[[ Data for analysis, beginning ]]
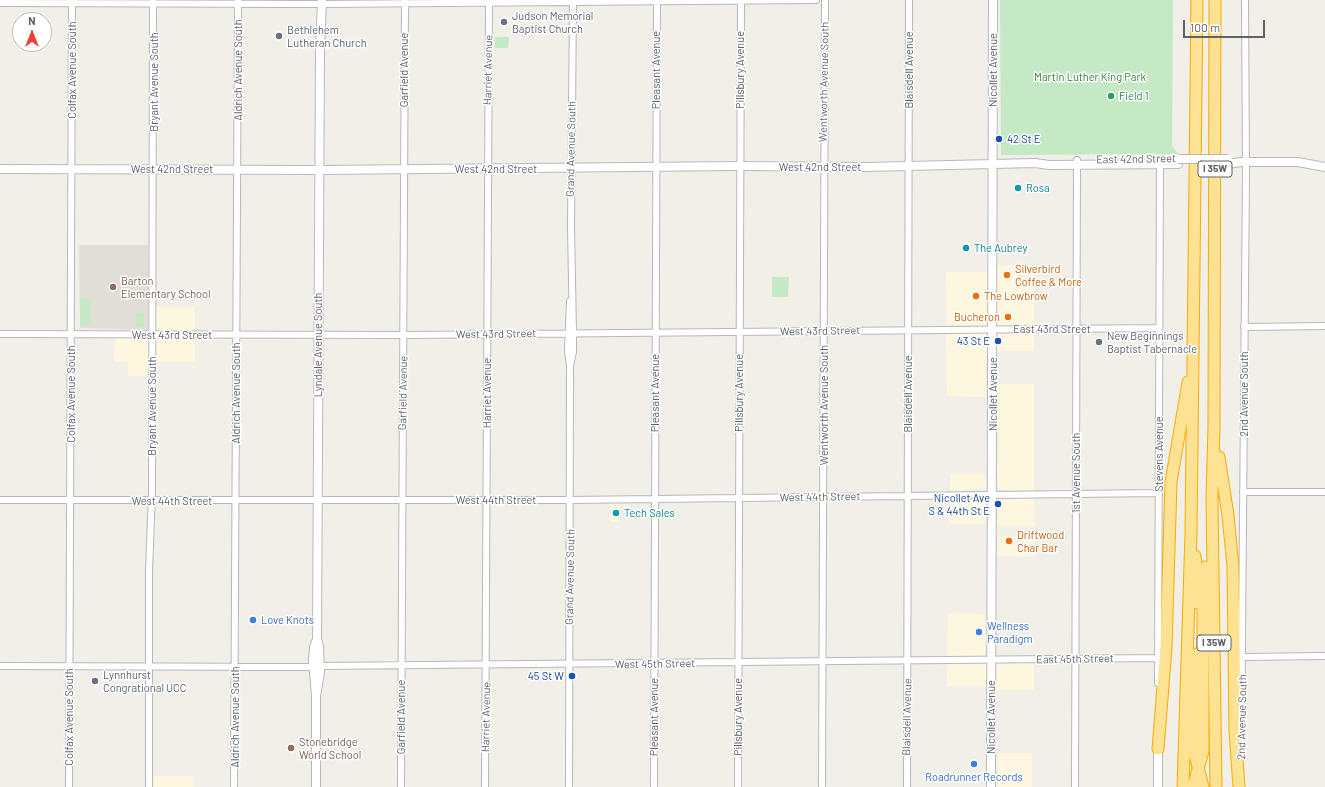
<!DOCTYPE html>
<html>
<head>
<meta charset="utf-8">
<style>
  body { margin:0 }
  #map { position:relative; width:1325px; height:787px; overflow:hidden; background:#f1efe8; font-family:Barlow,sans-serif }
  canvas { display:block }
  .north { position:absolute; left:12px; top:12px; width:40px; height:40px; box-sizing:border-box; background:#fff; border:1px solid #bfc1c3; border-radius:50%; rotate:0deg; font-size:11px; font-weight:700; line-height:16px; text-align:center; color:#5f6368 }
  .north::after { content:''; display:block; margin:auto; width:14px; height:18px; background:#ea4335; clip-path:polygon(50% 0,100% 100%,50% 72%,0 100%) }
  .scale { position:absolute; left:1183px; top:20px; width:82px; height:18px; box-sizing:border-box; border:2px solid #5f6368; border-top:0; padding-left:5px; font-size:12px; line-height:14px; white-space:nowrap; color:#5f6368; -webkit-text-stroke:3px #fff; paint-order:stroke }
</style>
</head>
<body>
<div id="map">
<canvas width="1325" height="787"></canvas>
<div class="north">N</div>
<div class="scale">100 m</div>
</div>
<script>
const c = document.querySelector('canvas').getContext('2d');
c.lineJoin = 'round';
function fillPath(path, color) { c.fillStyle = color; c.fill(path, 'evenodd'); }
const toPath = rows => new Path2D(rows.map(r => 'M' + r).join(''));
function strokePath(path, color, width, dash) { c.strokeStyle = color; c.lineWidth = width; c.lineCap = dash ? 'butt' : 'round'; c.setLineDash(dash || []); c.stroke(path); }
function drawText(font, color, halo, rows, align = 'center') {
  c.font = font + ' Barlow,sans-serif'; c.lineWidth = 3; c.setLineDash([]); c.textBaseline = 'middle'; c.strokeStyle = halo; c.fillStyle = color; for (const [text, x, y, turn = 0] of rows) {
    c.save(); c.translate(x, y); c.rotate((+turn || 0) * Math.PI / 180); c.textAlign = isNaN(turn) ? turn : align; if (halo) c.strokeText(text, 0, 0); c.fillText(text, 0, 0); c.restore();
  }
}
fillPath(toPath([
  [997,265,1034,265,1034,351,1000,351,985,356,986,397,947,396,946,333,965,333,965,325,947,325,946,272,997,272],
  [155,307,195,307,195,362,149,362,148,376,128,376,128,362,114,362,115,338,154,337],
  [999,384,1034,384,1034,490,1001,490,998,488],
  [950,474,985,474,986,487,982,489,950,490],
  [1034,498,1035,526,998,526,999,500],
  [982,499,986,504,986,524,949,524,949,500],
  [610,502,619,502,619,522,610,522],
  [998,536,1035,536,1035,556,998,556],
  [948,613,985,614,985,663,1034,663,1034,690,997,690,984,686,947,686],
  [998,753,1032,753,1032,787,998,787],
  [152,776,193,776,193,787,152,787]
]), '#fef7e0');
fillPath(toPath([
  [79,245,148,245,148,330,80,328]
]), '#e1ded6');
fillPath(toPath([
  [1000,0,1173,0,1172,146,1178,154,1001,155],
  [495,37,509,37,508,48,495,48],
  [772,277,789,277,788,297,772,297],
  [80,299,90,299,90,325,80,325],
  [136,313,144,313,144,327,136,327]
]), '#c5e8c5');
const street = toPath([
  [0,3,317,4],
  [322,4,816,0],
  [1244,327,1325,326],
  [0,334,407,335,1159,328],
  [570,366,568,351,570,301],
  [1243,492,1325,492],
  [0,500,570,500,1159,493],
  [1243,657,1325,656],
  [0,666,313,667],
  [320,666,1158,658],
  [1158,683,1160,159],
  [1241,753,1246,172,1245,0],
  [69,787,72,0],
  [149,787,149,571,152,493,153,0],
  [234,787,238,0],
  [401,787,405,0],
  [485,787,489,0],
  [569,787,570,366,573,352,573,333,571,227,573,0],
  [654,787,657,0],
  [738,787,741,0],
  [822,787,825,0],
  [907,787,909,0],
  [1075,787,1077,160]
]);
const secondary = toPath([
  [1228,164,1241,162,1298,162,1325,167],
  [0,169,319,170,739,166,866,167,1035,163,1049,165,1178,164],
  [316,696,320,673,319,647,317,639,320,51,322,0],
  [1158,749,1158,787],
  [316,787,316,696,313,660,314,647,317,639],
  [991,787,993,0]
]);
const highway = toPath([
  [1215,0,1214,427,1212,498,1216,787],
  [1219,457,1228,515,1233,567,1235,731,1239,787],
  [1195,556,1197,570,1197,603],
  [1196,654,1194,751,1203,787],
  [1158,749,1166,648,1171,482,1188,382],
  [1183,787,1191,534,1197,0],
  [1193,787,1203,751,1203,607,1206,567]
]);
strokePath(street, '#b5b8bc', 8);
strokePath(secondary, '#b6babf', 10);
strokePath(highway, '#f9ab00', 13);
strokePath(street, '#fff', 6);
strokePath(secondary, '#fff', 8);
strokePath(highway, '#fde293', 11);
const secondaryBridge = toPath([
  [1178,159,1228,159]
]);
strokePath(secondaryBridge, '#b6babf', 10, []);
strokePath(secondaryBridge, '#fff', 8);
for (const [x, y, r, color] of [
  [504,22,4,"#6b7280"],
  [279,36,4,"#6b7280"],
  [1111,96,4,"#2e9e5b"],
  [999,139,4,"#1a4fb4"],
  [1018,188,4,"#0f9aa8"],
  [966,248,4,"#0f9aa8"],
  [1007,275,4,"#e8710a"],
  [113,287,4,"#8d6e63"],
  [976,296,4,"#e8710a"],
  [1008,317,4,"#e8710a"],
  [998,341,4,"#1a4fb4"],
  [1099,342,4,"#6b7280"],
  [998,504,4,"#1a4fb4"],
  [616,513,4,"#0f9aa8"],
  [1009,541,4,"#e8710a"],
  [253,620,4,"#3f7fe0"],
  [979,632,4,"#3f7fe0"],
  [572,676,4,"#1a4fb4"],
  [95,681,4,"#6b7280"],
  [291,748,4,"#8d6e63"],
  [974,764,4,"#3f7fe0"]
]) { const dot = new Path2D(); dot.arc(x, y, r, 0, 2 * Math.PI); c.fillStyle = color; c.fill(dot); strokePath(dot, '#fff', 1.5); }
for (const [x, y, w] of [
  [1215,169,34],
  [1214,643,34]
]) { const box = new Path2D(); box.roundRect(x - w / 2, y - 8, w, 16, 3); c.fillStyle = '#fff'; c.fill(box); strokePath(box, '#5f6368', 1); }
drawText('bold 10px', '#5f6368', null, [
  ["I 35W",1215,169],
  ["I 35W",1214,643]
]);
drawText('11px', '#5b616d', '#fff', [
  ["Judson Memorial",512,16],
  ["Baptist Church",512,29],
  ["Bethlehem",287,30],
  ["Lutheran Church",287,43],
  ["New Beginnings",1107,336],
  ["Baptist Tabernacle",1107,349],
  ["Lynnhurst",103,675],
  ["Congrational UCC",103,688]
], 'left');
drawText('11px', '#5f6368', '#fff', [
  ["Colfax Avenue South",72,70,-90],
  ["Aldrich Avenue South",238,70,-90],
  ["Garfield Avenue",404,70,-90],
  ["Harriet Avenue",488,70,-89],
  ["Pleasant Avenue",656,70,-90],
  ["Pillsbury Avenue",740,70,-90],
  ["Blaisdell Avenue",909,70,-90],
  ["Nicollet Avenue",993,70,-90],
  ["Bryant Avenue South",154,82,-90],
  ["Wentworth Avenue South",824,82,-89],
  ["Grand Avenue South",571,149,-89],
  ["East 42nd Street",1136,159,-1],
  ["West 42nd Street",820,167],
  ["West 42nd Street",172,169],
  ["West 42nd Street",496,169],
  ["East 43rd Street",1052,329],
  ["West 43rd Street",820,331,-1],
  ["West 43rd Street",496,334,-1],
  ["West 43rd Street",172,335],
  ["Lyndale Avenue South",318,345,-90],
  ["Aldrich Avenue South",236,393,-90],
  ["Garfield Avenue",403,393,-89],
  ["Harriet Avenue",487,393,-90],
  ["Pleasant Avenue",655,393,-90],
  ["Pillsbury Avenue",739,393,-90],
  ["Colfax Avenue South",71,394,-90],
  ["Blaisdell Avenue",908,394,-90],
  ["Nicollet Avenue",993,394,-90],
  ["2nd Avenue South",1244,394,-90],
  ["Wentworth Avenue South",824,405,-90],
  ["Bryant Avenue South",152,406,-90],
  ["Stevens Avenue",1159,454,-90],
  ["1st Avenue South",1076,473,-90],
  ["West 44th Street",820,497,-1],
  ["West 44th Street",496,500],
  ["West 44th Street",172,501],
  ["Grand Avenue South",570,577,-89],
  ["East 45th Street",1075,659,-1],
  ["West 45th Street",655,664,-1],
  ["Colfax Avenue South",69,717,-90],
  ["Aldrich Avenue South",235,717,-90],
  ["Garfield Avenue",401,717,-90],
  ["Harriet Avenue",486,717,-89],
  ["Pleasant Avenue",654,717,-90],
  ["Pillsbury Avenue",738,717,-90],
  ["Blaisdell Avenue",907,717,-89],
  ["Nicollet Avenue",991,717,-90],
  ["2nd Avenue South",1242,717,-89]
]);
drawText('11px', '#348238', '#fff', [
  ["Martin Luther King Park",1090,77]
]);
drawText('11px', '#27864d', '#fff', [
  ["Field 1",1119,96]
], 'left');
drawText('11px', '#164399', '#fff', [
  ["42 St E",1007,139,"left"],
  ["43 St E",990,341],
  ["Nicollet Ave",990,498],
  ["S & 44th St E",990,511],
  ["45 St W",564,676]
], 'right');
drawText('11px', '#0d838f', '#fff', [
  ["Rosa",1026,188],
  ["The Aubrey",974,248],
  ["Tech Sales",624,513]
], 'left');
drawText('11px', '#c56008', '#fff', [
  ["Silverbird",1015,269],
  ["Coffee & More",1015,282],
  ["The Lowbrow",984,296],
  ["Bucheron",1000,317,"right"],
  ["Driftwood",1017,535],
  ["Char Bar",1017,548]
], 'left');
drawText('11px', '#785e54', '#fff', [
  ["Barton",121,281],
  ["Elementary School",121,294],
  ["Stonebridge",299,742],
  ["World School",299,755]
], 'left');
drawText('11px', '#366cbe', '#fff', [
  ["Love Knots",261,620],
  ["Wellness",987,626],
  ["Paradigm",987,639],
  ["Roadrunner Records",974,777,"center"]
], 'left');
</script>
</body>
</html>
[[ Data for analysis, end ]]
What to work on:
Your answer must be the exact lines of the records from the first one through the line containing "position:absolute; left:12px; top:12px;", with no pictures in it.

Answer section:
<!DOCTYPE html>
<html>
<head>
<meta charset="utf-8">
<style>
  body { margin:0 }
  #map { position:relative; width:1325px; height:787px; overflow:hidden; background:#f1efe8; font-family:Barlow,sans-serif }
  canvas { display:block }
  .north { position:absolute; left:12px; top:12px; width:40px; height:40px; box-sizing:border-box; background:#fff; border:1px solid #bfc1c3; border-radius:50%; rotate:0deg; font-size:11px; font-weight:700; line-height:16px; text-align:center; color:#5f6368 }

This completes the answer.